Exercise description:
Make an exact copy of the records below, excluding images.
^^^^^^^^
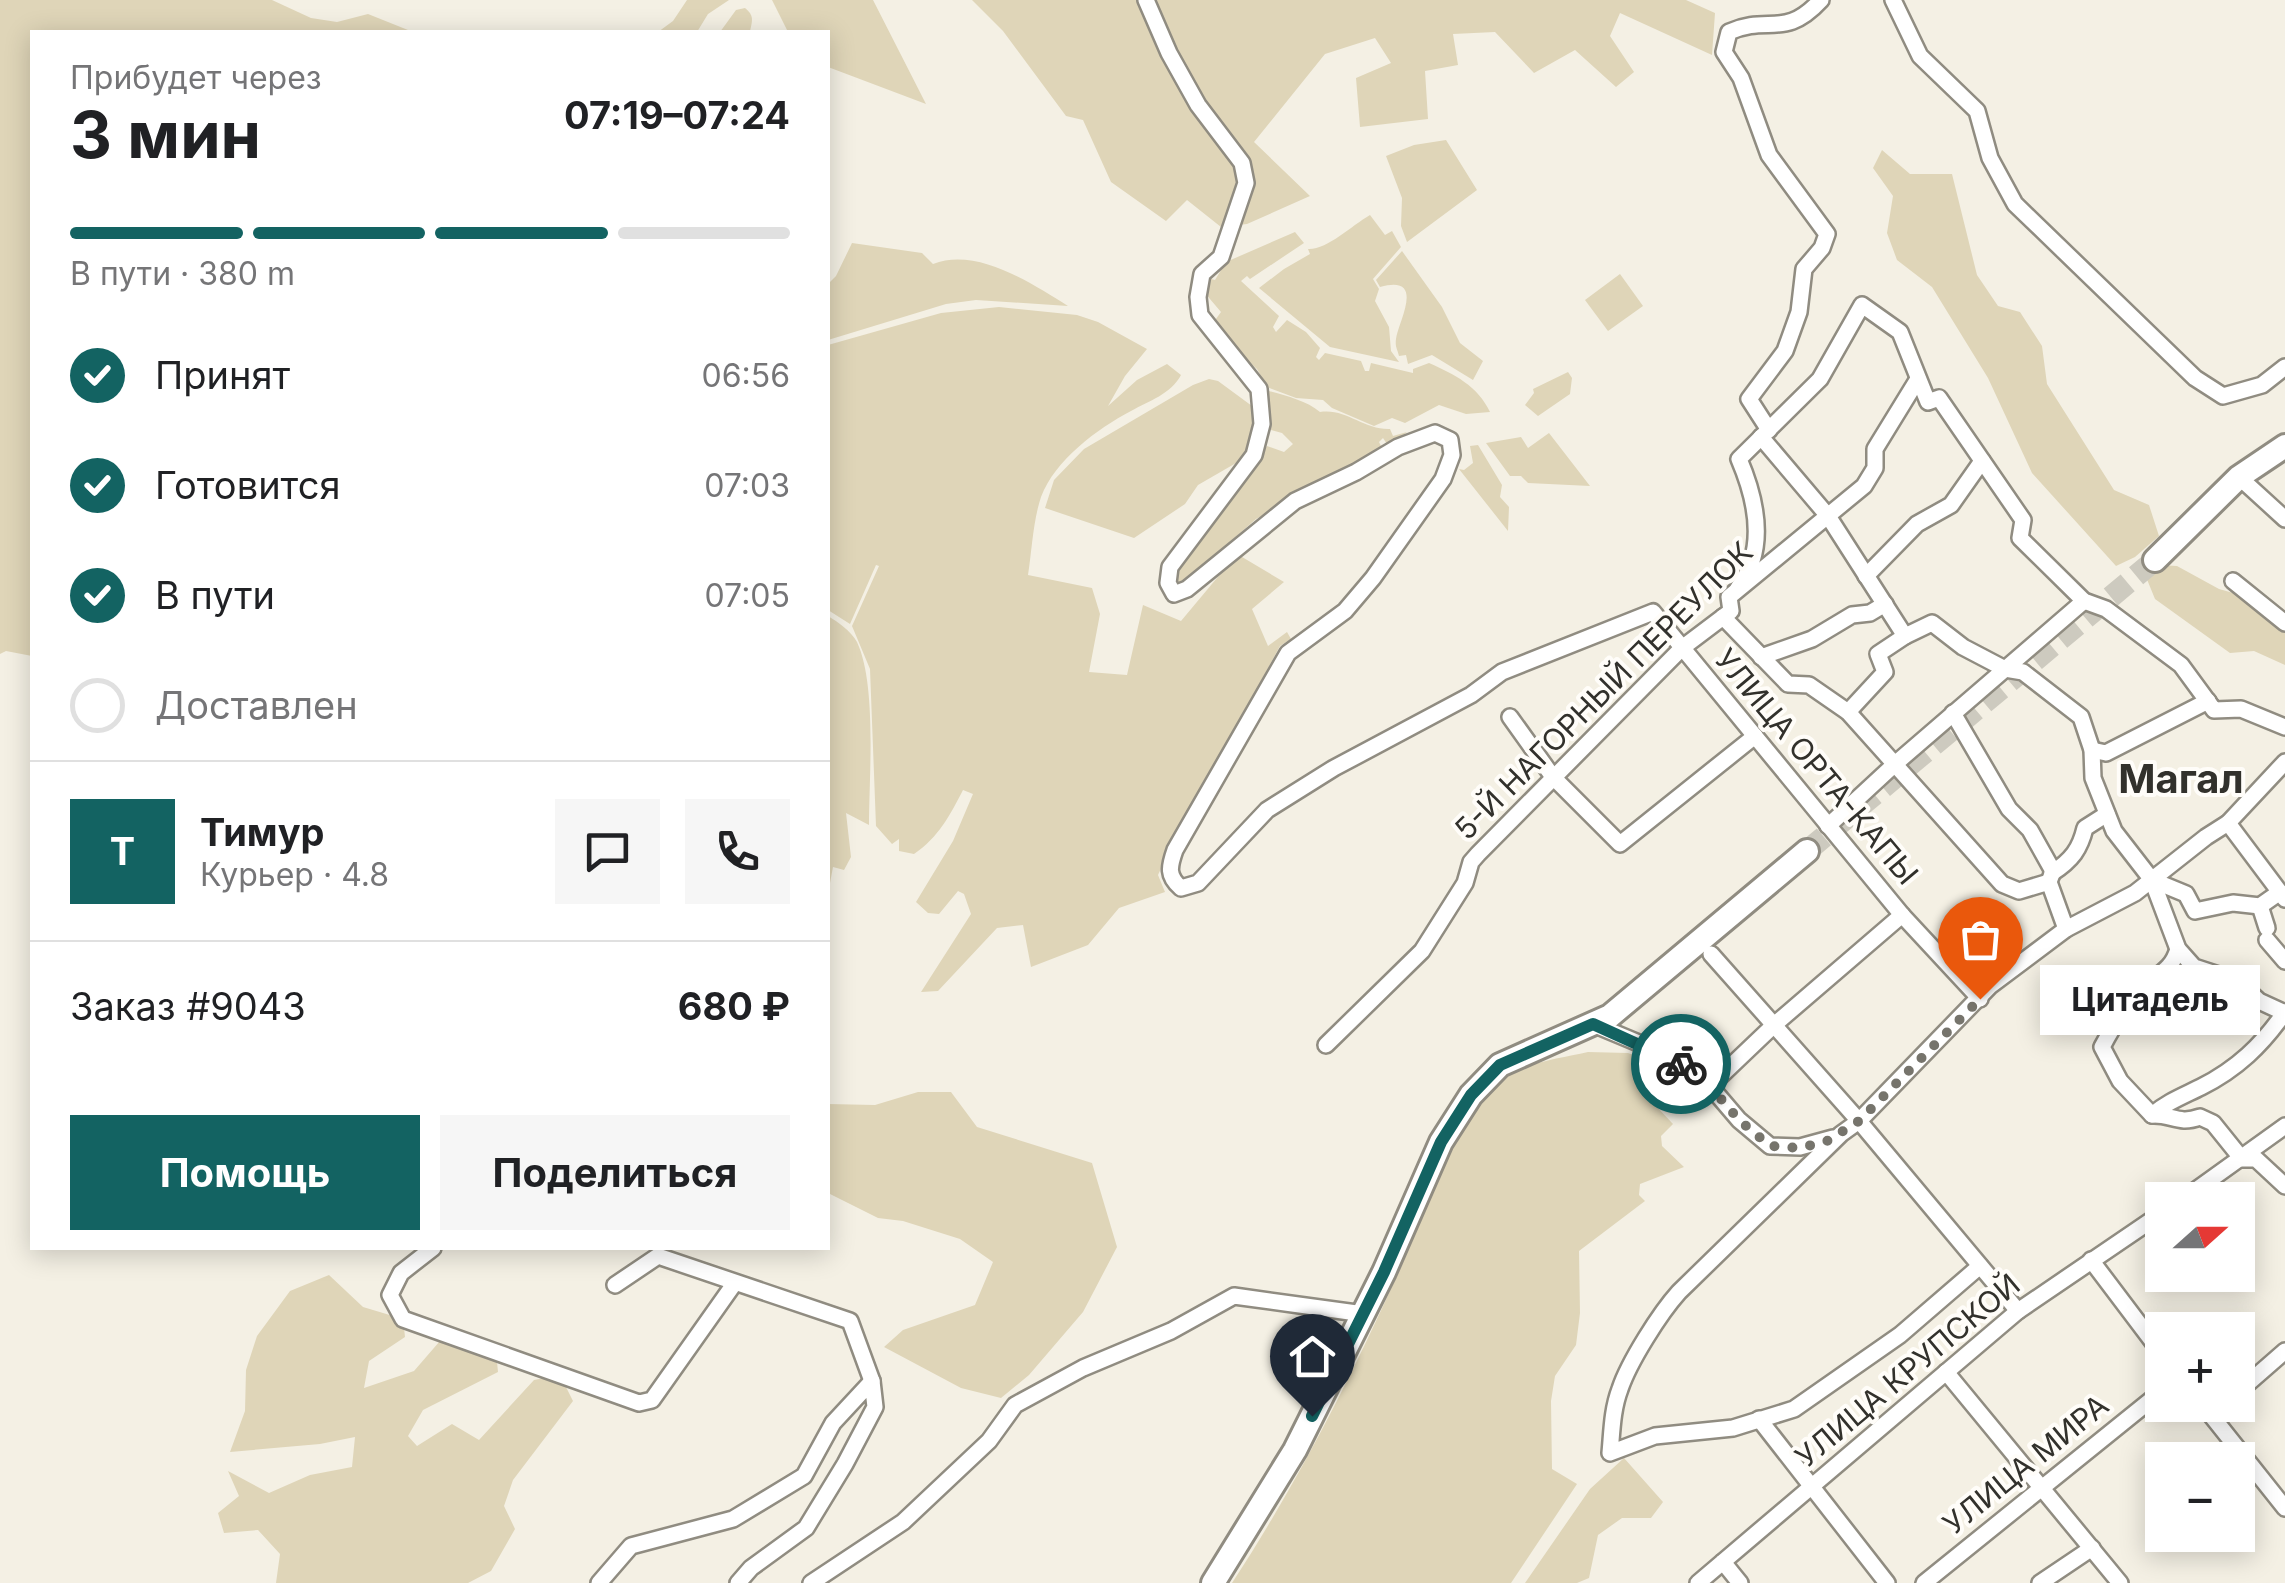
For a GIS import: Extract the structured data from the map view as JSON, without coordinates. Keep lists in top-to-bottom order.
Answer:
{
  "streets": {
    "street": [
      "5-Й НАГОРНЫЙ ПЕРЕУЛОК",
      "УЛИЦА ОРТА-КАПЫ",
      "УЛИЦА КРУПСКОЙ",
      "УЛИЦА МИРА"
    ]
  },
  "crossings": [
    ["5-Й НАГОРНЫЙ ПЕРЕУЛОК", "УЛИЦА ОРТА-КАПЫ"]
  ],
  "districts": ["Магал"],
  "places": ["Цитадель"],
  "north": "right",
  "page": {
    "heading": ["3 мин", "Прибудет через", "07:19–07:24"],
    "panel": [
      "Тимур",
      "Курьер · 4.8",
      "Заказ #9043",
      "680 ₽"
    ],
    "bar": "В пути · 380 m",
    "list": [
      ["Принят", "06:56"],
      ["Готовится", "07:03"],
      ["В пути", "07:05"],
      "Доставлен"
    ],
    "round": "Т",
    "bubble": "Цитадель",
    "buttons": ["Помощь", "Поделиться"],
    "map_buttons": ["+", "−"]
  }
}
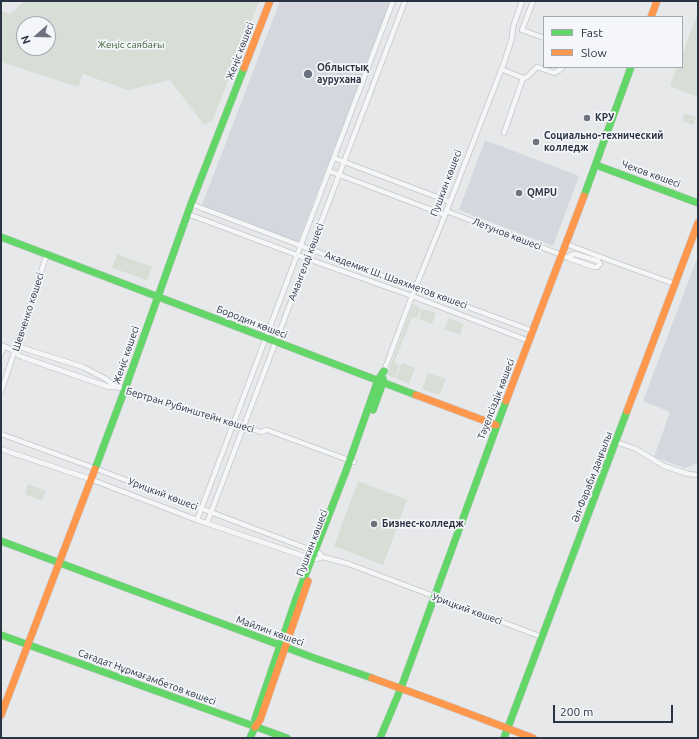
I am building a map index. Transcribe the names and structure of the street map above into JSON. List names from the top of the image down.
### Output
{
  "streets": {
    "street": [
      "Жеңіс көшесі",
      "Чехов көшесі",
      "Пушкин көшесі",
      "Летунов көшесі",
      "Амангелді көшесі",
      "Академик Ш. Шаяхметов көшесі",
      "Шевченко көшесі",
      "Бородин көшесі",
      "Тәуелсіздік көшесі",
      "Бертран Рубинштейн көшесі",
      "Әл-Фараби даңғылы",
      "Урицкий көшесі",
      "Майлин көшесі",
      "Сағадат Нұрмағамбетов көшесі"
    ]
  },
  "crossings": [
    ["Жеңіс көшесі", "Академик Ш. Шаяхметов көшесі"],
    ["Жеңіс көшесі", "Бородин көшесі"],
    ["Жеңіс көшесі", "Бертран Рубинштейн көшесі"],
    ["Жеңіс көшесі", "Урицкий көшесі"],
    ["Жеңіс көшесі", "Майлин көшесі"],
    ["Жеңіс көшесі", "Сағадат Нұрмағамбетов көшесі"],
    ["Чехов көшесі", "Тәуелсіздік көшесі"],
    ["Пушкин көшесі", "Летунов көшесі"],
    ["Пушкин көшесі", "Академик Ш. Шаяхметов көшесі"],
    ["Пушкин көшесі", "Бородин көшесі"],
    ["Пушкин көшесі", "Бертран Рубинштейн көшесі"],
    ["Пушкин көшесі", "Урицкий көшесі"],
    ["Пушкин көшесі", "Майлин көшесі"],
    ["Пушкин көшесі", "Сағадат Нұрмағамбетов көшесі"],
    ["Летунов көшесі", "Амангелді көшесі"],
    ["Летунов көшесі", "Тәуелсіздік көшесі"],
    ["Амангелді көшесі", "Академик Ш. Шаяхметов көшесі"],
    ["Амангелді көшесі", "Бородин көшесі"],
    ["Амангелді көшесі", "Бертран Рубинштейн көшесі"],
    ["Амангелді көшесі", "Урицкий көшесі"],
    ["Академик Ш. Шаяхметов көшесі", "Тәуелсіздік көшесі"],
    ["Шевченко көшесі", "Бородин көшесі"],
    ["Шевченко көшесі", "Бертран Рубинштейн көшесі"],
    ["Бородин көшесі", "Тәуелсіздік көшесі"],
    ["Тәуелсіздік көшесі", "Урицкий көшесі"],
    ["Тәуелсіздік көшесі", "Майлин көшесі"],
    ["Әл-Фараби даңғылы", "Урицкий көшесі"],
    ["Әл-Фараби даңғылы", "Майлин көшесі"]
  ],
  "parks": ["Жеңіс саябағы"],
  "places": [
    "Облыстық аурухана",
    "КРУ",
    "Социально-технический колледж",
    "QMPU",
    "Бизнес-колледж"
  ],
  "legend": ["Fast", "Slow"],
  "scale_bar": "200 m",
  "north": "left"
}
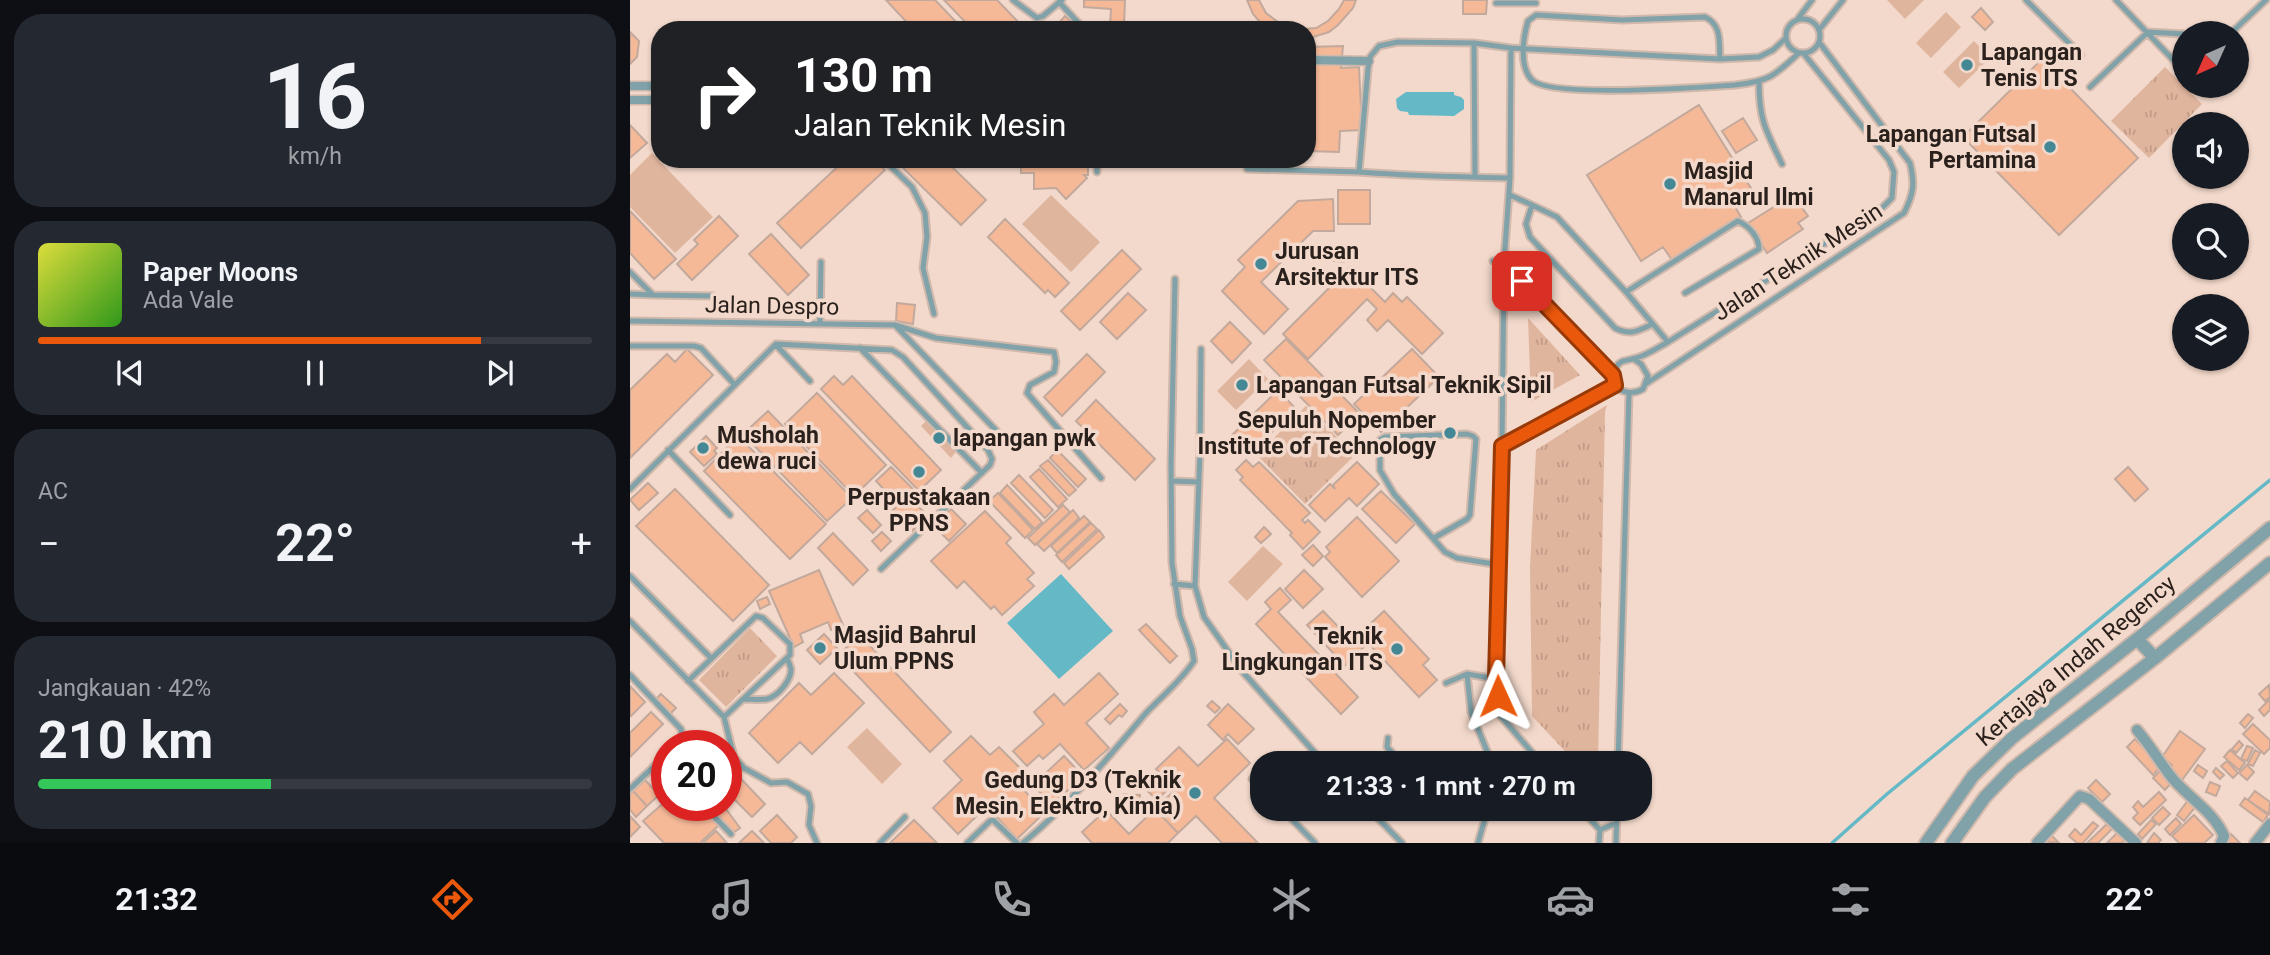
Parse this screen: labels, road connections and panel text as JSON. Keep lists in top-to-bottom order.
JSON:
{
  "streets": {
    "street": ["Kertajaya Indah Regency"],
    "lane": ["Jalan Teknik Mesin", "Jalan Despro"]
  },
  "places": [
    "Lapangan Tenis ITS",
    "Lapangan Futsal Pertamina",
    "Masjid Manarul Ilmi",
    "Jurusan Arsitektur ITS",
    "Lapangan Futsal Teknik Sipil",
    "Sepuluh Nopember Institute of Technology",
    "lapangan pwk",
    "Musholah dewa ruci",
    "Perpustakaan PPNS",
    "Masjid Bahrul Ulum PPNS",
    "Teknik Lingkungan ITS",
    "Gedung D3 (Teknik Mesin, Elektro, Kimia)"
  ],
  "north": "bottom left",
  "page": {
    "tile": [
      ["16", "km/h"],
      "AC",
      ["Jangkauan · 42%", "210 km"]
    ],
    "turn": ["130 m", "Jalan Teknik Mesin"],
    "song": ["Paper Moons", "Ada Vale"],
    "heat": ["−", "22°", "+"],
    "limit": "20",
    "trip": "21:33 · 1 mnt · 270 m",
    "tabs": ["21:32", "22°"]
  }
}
^^^^^^^^
Solution to this problem:
For a GIS import: Extract the structured data from the map view as JSON, without coordinates. Keep lists in top-to-bottom order.
Answer:
{
  "streets": {
    "street": [
      "5-Й НАГОРНЫЙ ПЕРЕУЛОК",
      "УЛИЦА ОРТА-КАПЫ",
      "УЛИЦА КРУПСКОЙ",
      "УЛИЦА МИРА"
    ]
  },
  "crossings": [
    ["5-Й НАГОРНЫЙ ПЕРЕУЛОК", "УЛИЦА ОРТА-КАПЫ"]
  ],
  "districts": ["Магал"],
  "places": ["Цитадель"],
  "north": "right",
  "page": {
    "heading": ["3 мин", "Прибудет через", "07:19–07:24"],
    "panel": [
      "Тимур",
      "Курьер · 4.8",
      "Заказ #9043",
      "680 ₽"
    ],
    "bar": "В пути · 380 m",
    "list": [
      ["Принят", "06:56"],
      ["Готовится", "07:03"],
      ["В пути", "07:05"],
      "Доставлен"
    ],
    "round": "Т",
    "bubble": "Цитадель",
    "buttons": ["Помощь", "Поделиться"],
    "map_buttons": ["+", "−"]
  }
}
I am building a map index. Transcribe the names and structure of the street map above into JSON. List names from the top of the image down.
### Output
{
  "streets": {
    "street": [
      "Жеңіс көшесі",
      "Чехов көшесі",
      "Пушкин көшесі",
      "Летунов көшесі",
      "Амангелді көшесі",
      "Академик Ш. Шаяхметов көшесі",
      "Шевченко көшесі",
      "Бородин көшесі",
      "Тәуелсіздік көшесі",
      "Бертран Рубинштейн көшесі",
      "Әл-Фараби даңғылы",
      "Урицкий көшесі",
      "Майлин көшесі",
      "Сағадат Нұрмағамбетов көшесі"
    ]
  },
  "crossings": [
    ["Жеңіс көшесі", "Академик Ш. Шаяхметов көшесі"],
    ["Жеңіс көшесі", "Бородин көшесі"],
    ["Жеңіс көшесі", "Бертран Рубинштейн көшесі"],
    ["Жеңіс көшесі", "Урицкий көшесі"],
    ["Жеңіс көшесі", "Майлин көшесі"],
    ["Жеңіс көшесі", "Сағадат Нұрмағамбетов көшесі"],
    ["Чехов көшесі", "Тәуелсіздік көшесі"],
    ["Пушкин көшесі", "Летунов көшесі"],
    ["Пушкин көшесі", "Академик Ш. Шаяхметов көшесі"],
    ["Пушкин көшесі", "Бородин көшесі"],
    ["Пушкин көшесі", "Бертран Рубинштейн көшесі"],
    ["Пушкин көшесі", "Урицкий көшесі"],
    ["Пушкин көшесі", "Майлин көшесі"],
    ["Пушкин көшесі", "Сағадат Нұрмағамбетов көшесі"],
    ["Летунов көшесі", "Амангелді көшесі"],
    ["Летунов көшесі", "Тәуелсіздік көшесі"],
    ["Амангелді көшесі", "Академик Ш. Шаяхметов көшесі"],
    ["Амангелді көшесі", "Бородин көшесі"],
    ["Амангелді көшесі", "Бертран Рубинштейн көшесі"],
    ["Амангелді көшесі", "Урицкий көшесі"],
    ["Академик Ш. Шаяхметов көшесі", "Тәуелсіздік көшесі"],
    ["Шевченко көшесі", "Бородин көшесі"],
    ["Шевченко көшесі", "Бертран Рубинштейн көшесі"],
    ["Бородин көшесі", "Тәуелсіздік көшесі"],
    ["Тәуелсіздік көшесі", "Урицкий көшесі"],
    ["Тәуелсіздік көшесі", "Майлин көшесі"],
    ["Әл-Фараби даңғылы", "Урицкий көшесі"],
    ["Әл-Фараби даңғылы", "Майлин көшесі"]
  ],
  "parks": ["Жеңіс саябағы"],
  "places": [
    "Облыстық аурухана",
    "КРУ",
    "Социально-технический колледж",
    "QMPU",
    "Бизнес-колледж"
  ],
  "legend": ["Fast", "Slow"],
  "scale_bar": "200 m",
  "north": "left"
}
Parse this screen: labels, road connections and panel text as JSON. Keep lists in top-to-bottom order.
JSON:
{
  "streets": {
    "street": ["Kertajaya Indah Regency"],
    "lane": ["Jalan Teknik Mesin", "Jalan Despro"]
  },
  "places": [
    "Lapangan Tenis ITS",
    "Lapangan Futsal Pertamina",
    "Masjid Manarul Ilmi",
    "Jurusan Arsitektur ITS",
    "Lapangan Futsal Teknik Sipil",
    "Sepuluh Nopember Institute of Technology",
    "lapangan pwk",
    "Musholah dewa ruci",
    "Perpustakaan PPNS",
    "Masjid Bahrul Ulum PPNS",
    "Teknik Lingkungan ITS",
    "Gedung D3 (Teknik Mesin, Elektro, Kimia)"
  ],
  "north": "bottom left",
  "page": {
    "tile": [
      ["16", "km/h"],
      "AC",
      ["Jangkauan · 42%", "210 km"]
    ],
    "turn": ["130 m", "Jalan Teknik Mesin"],
    "song": ["Paper Moons", "Ada Vale"],
    "heat": ["−", "22°", "+"],
    "limit": "20",
    "trip": "21:33 · 1 mnt · 270 m",
    "tabs": ["21:32", "22°"]
  }
}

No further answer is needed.